>>>>
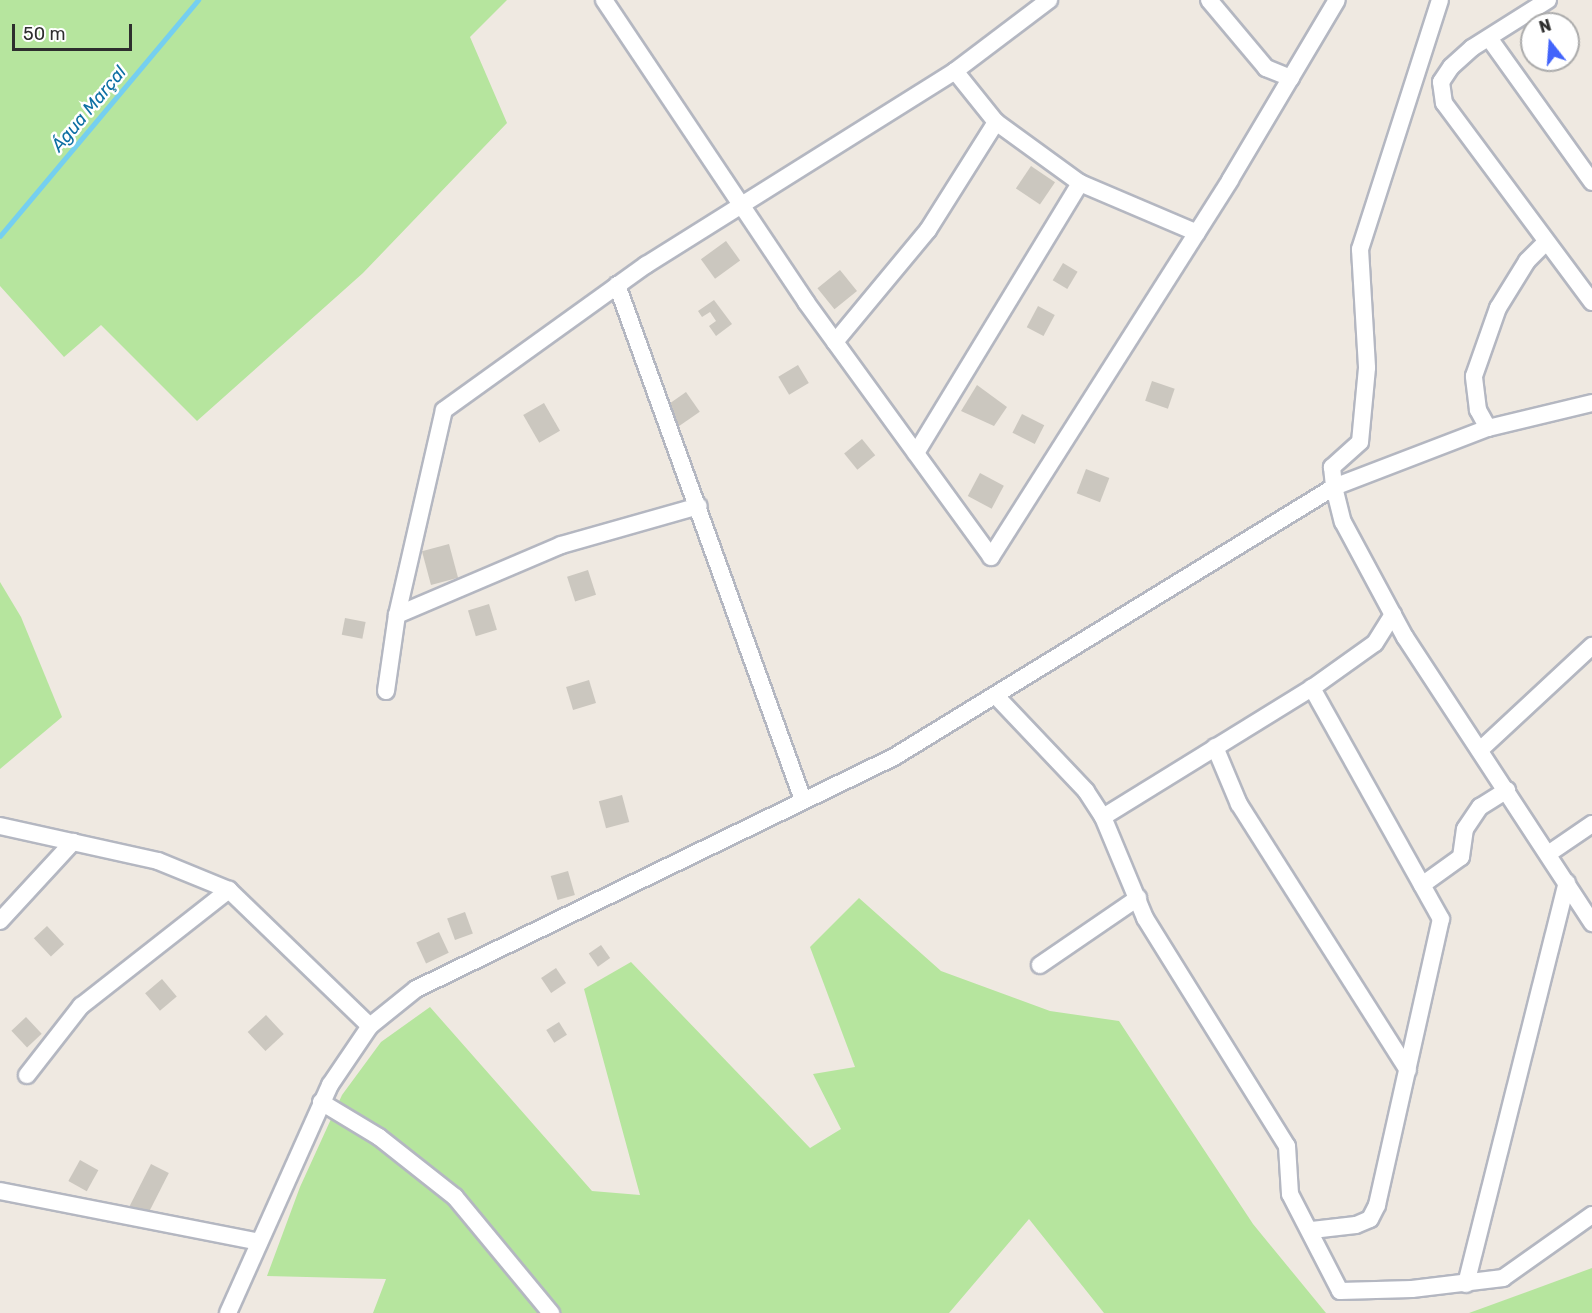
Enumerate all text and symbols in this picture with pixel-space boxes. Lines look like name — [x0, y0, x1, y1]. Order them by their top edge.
scale bar — [15, 12, 135, 50]
north arrow — [1520, 12, 1580, 72]
text: N — [1537, 15, 1553, 37]
text: 50 m — [23, 23, 66, 45]
water label: Água Marçal — [47, 62, 131, 156]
<<<<
Goal of the exercise
Keep every word of the lines above unchanged in the copy, and omit the pictures.

Solved exercise
Enumerate all text and symbols in this picture with pixel-space boxes. Lines look like name — [x0, y0, x1, y1]. Order them by their top edge.
scale bar — [15, 12, 135, 50]
north arrow — [1520, 12, 1580, 72]
text: N — [1537, 15, 1553, 37]
text: 50 m — [23, 23, 66, 45]
water label: Água Marçal — [47, 62, 131, 156]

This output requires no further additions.